As we can see from these three examples, the output of the word count application is actually a continuous stream of updates, where each output record is an updated count of a single word (i.e. record key) such as `book`. For multiple records with the same key, each later record is an update of the previous one.

The reason that each word only appears once in the output is that we enabled log compaction for the `streams-wordcount-output` topic. Log compaction only retains the last known value for each record key and will delete the old duplicates, so it can save some space.

(If you want to keep playing with your word count application and need some more inspiring lines of text, see [here](https://en.wikiquote.org/wiki/Franz_Kafka#Quotes) for more quotes by Franz Kafka, the novelist after whom Kafka was named.)

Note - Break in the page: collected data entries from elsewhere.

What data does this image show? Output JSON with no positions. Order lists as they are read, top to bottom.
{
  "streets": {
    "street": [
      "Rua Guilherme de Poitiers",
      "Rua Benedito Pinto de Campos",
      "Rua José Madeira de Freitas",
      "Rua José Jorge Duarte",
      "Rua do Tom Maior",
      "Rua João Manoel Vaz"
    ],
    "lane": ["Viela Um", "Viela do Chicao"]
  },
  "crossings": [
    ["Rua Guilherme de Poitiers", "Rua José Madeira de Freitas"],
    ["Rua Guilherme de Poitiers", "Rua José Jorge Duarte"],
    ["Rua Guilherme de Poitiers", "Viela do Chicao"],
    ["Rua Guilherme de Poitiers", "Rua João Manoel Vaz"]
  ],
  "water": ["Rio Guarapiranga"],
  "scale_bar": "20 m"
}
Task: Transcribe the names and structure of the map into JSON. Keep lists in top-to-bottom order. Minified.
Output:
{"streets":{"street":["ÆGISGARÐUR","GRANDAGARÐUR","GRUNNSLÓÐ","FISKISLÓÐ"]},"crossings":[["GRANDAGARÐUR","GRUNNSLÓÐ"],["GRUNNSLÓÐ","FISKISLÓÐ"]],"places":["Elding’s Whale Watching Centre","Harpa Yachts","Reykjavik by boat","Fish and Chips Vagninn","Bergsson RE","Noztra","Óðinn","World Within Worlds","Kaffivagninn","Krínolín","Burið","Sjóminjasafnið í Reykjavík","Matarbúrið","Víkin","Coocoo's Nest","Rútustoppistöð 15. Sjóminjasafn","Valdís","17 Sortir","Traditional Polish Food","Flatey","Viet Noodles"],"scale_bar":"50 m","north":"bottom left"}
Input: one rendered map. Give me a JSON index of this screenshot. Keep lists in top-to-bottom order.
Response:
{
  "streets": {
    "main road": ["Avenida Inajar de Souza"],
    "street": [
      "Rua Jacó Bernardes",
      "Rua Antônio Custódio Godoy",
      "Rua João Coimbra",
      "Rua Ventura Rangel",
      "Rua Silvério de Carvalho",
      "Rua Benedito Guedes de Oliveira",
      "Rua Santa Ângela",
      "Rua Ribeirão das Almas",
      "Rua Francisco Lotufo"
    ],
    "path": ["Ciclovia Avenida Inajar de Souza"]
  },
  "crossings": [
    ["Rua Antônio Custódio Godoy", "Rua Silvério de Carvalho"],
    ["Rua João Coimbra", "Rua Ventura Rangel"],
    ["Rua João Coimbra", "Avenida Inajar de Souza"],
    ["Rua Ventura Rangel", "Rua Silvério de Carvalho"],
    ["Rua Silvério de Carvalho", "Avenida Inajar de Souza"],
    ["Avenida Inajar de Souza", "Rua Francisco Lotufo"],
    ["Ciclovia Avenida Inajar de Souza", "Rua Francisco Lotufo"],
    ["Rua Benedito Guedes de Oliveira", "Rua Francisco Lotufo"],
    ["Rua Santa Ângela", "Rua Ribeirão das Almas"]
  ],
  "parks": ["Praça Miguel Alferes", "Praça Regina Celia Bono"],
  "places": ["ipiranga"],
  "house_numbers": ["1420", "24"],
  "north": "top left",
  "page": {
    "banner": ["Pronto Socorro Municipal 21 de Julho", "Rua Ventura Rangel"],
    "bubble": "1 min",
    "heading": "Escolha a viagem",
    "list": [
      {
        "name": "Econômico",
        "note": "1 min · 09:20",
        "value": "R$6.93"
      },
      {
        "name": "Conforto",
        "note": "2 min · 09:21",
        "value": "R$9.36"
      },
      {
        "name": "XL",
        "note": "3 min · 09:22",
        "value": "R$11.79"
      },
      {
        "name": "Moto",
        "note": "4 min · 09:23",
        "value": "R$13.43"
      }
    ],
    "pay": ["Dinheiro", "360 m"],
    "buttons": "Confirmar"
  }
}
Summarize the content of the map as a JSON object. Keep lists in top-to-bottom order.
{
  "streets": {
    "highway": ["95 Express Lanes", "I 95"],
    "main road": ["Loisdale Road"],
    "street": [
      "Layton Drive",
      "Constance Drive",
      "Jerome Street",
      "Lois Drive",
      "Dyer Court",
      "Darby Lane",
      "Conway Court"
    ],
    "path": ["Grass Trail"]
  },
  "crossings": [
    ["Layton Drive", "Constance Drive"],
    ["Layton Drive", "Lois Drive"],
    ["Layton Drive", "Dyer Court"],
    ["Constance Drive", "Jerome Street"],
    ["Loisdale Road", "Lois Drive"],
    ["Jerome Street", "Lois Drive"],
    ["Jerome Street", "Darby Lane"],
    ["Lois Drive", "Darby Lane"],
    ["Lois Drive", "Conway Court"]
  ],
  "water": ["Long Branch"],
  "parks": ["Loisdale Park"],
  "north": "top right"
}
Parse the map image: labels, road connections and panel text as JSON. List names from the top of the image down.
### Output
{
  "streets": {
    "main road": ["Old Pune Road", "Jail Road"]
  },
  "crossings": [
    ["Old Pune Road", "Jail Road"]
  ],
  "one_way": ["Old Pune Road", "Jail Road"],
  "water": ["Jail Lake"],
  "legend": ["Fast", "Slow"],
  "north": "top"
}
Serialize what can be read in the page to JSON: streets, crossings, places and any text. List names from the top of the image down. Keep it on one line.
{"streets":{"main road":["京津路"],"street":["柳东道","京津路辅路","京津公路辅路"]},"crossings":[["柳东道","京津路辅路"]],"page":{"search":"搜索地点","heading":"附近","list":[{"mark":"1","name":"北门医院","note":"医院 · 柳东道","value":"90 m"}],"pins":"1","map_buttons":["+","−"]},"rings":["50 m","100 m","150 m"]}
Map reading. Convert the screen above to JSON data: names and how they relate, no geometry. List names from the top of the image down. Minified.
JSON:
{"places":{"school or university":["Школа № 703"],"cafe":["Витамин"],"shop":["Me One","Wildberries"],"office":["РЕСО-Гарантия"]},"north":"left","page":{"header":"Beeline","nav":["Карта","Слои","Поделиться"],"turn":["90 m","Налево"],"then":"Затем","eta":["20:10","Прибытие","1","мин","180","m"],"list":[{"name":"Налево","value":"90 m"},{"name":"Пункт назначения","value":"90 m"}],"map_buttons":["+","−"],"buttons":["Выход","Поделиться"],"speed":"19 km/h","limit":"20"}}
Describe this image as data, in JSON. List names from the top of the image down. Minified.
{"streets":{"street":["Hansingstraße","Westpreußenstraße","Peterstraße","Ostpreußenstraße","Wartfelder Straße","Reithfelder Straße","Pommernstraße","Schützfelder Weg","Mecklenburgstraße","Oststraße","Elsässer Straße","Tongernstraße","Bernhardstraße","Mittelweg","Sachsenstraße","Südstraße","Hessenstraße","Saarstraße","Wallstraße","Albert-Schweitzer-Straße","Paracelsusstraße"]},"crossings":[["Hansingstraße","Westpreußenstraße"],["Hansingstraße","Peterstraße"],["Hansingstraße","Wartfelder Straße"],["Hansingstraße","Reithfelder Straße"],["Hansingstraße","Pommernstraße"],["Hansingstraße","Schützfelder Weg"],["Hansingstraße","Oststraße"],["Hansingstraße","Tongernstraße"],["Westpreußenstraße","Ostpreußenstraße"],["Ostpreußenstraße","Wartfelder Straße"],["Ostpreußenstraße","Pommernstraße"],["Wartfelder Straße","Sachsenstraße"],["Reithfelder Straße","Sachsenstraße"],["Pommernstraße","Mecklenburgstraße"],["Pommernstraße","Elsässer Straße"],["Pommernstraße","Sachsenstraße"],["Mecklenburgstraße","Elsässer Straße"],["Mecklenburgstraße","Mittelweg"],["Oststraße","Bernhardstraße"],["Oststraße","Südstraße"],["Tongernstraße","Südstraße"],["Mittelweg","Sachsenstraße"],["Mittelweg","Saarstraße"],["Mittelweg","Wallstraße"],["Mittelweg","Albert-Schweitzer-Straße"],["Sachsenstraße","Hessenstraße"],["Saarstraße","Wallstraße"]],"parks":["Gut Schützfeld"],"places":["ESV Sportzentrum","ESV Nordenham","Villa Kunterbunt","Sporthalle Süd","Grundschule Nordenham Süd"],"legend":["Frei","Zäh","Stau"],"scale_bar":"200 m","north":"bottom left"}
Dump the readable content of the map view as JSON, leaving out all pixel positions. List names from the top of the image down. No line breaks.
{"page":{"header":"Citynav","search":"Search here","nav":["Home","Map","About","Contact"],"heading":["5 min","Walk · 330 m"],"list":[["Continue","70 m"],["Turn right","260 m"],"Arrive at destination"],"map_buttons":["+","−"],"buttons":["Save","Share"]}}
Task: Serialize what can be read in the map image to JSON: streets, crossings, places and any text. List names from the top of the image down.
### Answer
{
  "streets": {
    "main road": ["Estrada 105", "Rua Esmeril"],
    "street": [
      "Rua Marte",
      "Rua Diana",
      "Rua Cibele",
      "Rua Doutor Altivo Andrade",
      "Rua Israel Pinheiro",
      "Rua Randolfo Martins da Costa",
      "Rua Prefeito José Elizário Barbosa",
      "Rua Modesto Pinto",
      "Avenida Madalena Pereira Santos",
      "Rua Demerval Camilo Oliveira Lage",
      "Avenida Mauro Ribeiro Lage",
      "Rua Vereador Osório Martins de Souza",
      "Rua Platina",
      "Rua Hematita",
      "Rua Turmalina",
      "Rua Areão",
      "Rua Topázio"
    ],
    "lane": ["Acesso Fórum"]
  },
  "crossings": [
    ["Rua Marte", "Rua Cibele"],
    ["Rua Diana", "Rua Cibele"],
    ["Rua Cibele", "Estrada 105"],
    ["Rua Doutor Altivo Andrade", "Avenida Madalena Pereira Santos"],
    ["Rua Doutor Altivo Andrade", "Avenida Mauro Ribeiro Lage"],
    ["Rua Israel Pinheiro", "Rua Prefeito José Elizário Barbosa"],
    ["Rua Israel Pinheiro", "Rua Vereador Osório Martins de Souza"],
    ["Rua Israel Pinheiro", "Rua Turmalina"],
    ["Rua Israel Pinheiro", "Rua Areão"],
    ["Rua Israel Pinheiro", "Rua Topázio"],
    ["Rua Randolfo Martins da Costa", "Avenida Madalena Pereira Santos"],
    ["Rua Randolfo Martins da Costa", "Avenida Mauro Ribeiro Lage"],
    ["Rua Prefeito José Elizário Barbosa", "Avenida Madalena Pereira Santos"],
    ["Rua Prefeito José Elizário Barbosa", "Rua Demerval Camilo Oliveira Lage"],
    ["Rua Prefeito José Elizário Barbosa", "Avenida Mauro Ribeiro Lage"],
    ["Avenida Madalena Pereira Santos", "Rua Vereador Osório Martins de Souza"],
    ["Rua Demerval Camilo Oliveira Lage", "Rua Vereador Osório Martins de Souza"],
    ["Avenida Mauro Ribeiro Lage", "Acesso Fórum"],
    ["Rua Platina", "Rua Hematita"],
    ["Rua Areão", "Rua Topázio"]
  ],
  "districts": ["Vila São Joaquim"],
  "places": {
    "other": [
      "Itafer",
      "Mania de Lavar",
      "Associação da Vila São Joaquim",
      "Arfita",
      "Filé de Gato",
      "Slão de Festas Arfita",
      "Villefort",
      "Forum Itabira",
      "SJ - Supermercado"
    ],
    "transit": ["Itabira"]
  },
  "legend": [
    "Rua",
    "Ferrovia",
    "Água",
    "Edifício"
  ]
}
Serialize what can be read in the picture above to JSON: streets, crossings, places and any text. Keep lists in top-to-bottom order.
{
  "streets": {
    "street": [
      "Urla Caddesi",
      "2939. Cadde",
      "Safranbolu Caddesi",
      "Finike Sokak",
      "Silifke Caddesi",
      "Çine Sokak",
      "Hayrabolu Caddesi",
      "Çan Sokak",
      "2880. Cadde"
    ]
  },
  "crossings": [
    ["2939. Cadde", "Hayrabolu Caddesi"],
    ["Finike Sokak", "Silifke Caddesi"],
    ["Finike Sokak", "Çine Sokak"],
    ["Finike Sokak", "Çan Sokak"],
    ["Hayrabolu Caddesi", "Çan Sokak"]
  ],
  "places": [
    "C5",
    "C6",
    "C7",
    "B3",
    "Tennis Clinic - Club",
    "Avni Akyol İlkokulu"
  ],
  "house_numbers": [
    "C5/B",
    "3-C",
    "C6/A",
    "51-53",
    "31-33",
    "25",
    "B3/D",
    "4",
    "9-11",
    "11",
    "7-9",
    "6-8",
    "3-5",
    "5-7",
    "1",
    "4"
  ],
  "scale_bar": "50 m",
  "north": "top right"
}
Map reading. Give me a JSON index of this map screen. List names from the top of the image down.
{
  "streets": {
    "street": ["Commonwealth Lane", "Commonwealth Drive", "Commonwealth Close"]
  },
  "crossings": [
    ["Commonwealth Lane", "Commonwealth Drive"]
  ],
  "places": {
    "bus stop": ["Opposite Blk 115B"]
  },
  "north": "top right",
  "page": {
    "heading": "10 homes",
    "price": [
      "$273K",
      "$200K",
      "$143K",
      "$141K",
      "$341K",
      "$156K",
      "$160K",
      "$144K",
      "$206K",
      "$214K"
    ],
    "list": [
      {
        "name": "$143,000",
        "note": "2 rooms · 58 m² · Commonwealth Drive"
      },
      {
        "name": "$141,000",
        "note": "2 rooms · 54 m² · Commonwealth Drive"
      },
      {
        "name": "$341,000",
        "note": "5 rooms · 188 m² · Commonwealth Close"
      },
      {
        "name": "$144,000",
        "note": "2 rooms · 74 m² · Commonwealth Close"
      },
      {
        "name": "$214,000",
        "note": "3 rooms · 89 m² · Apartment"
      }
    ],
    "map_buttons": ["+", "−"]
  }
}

### 5.3 Understanding stream processing

The diagram below illustrates what is happening behind the scenes. The first column shows the word stream `KStream` that results from the incoming stream of text lines. The second column shows the evolution of the current state of the `KTable` that is counting word occurrences. The third column shows the stream `KStream` consisting of change records that result from state updates to the `KTable` and that are being sent to the output Kafka topic `streams-wordcount-output`.

![](assets/streams.png)

With the first few words, the `KTable` is being built up as each new word results in a new table entry (highlighted with a green background), and a corresponding change record is sent to the downstream `KStream`. Then, when words start repeating (such as the word `a`), existing entries in the `KTable` start being updated. And again, change records are being sent to the output topic.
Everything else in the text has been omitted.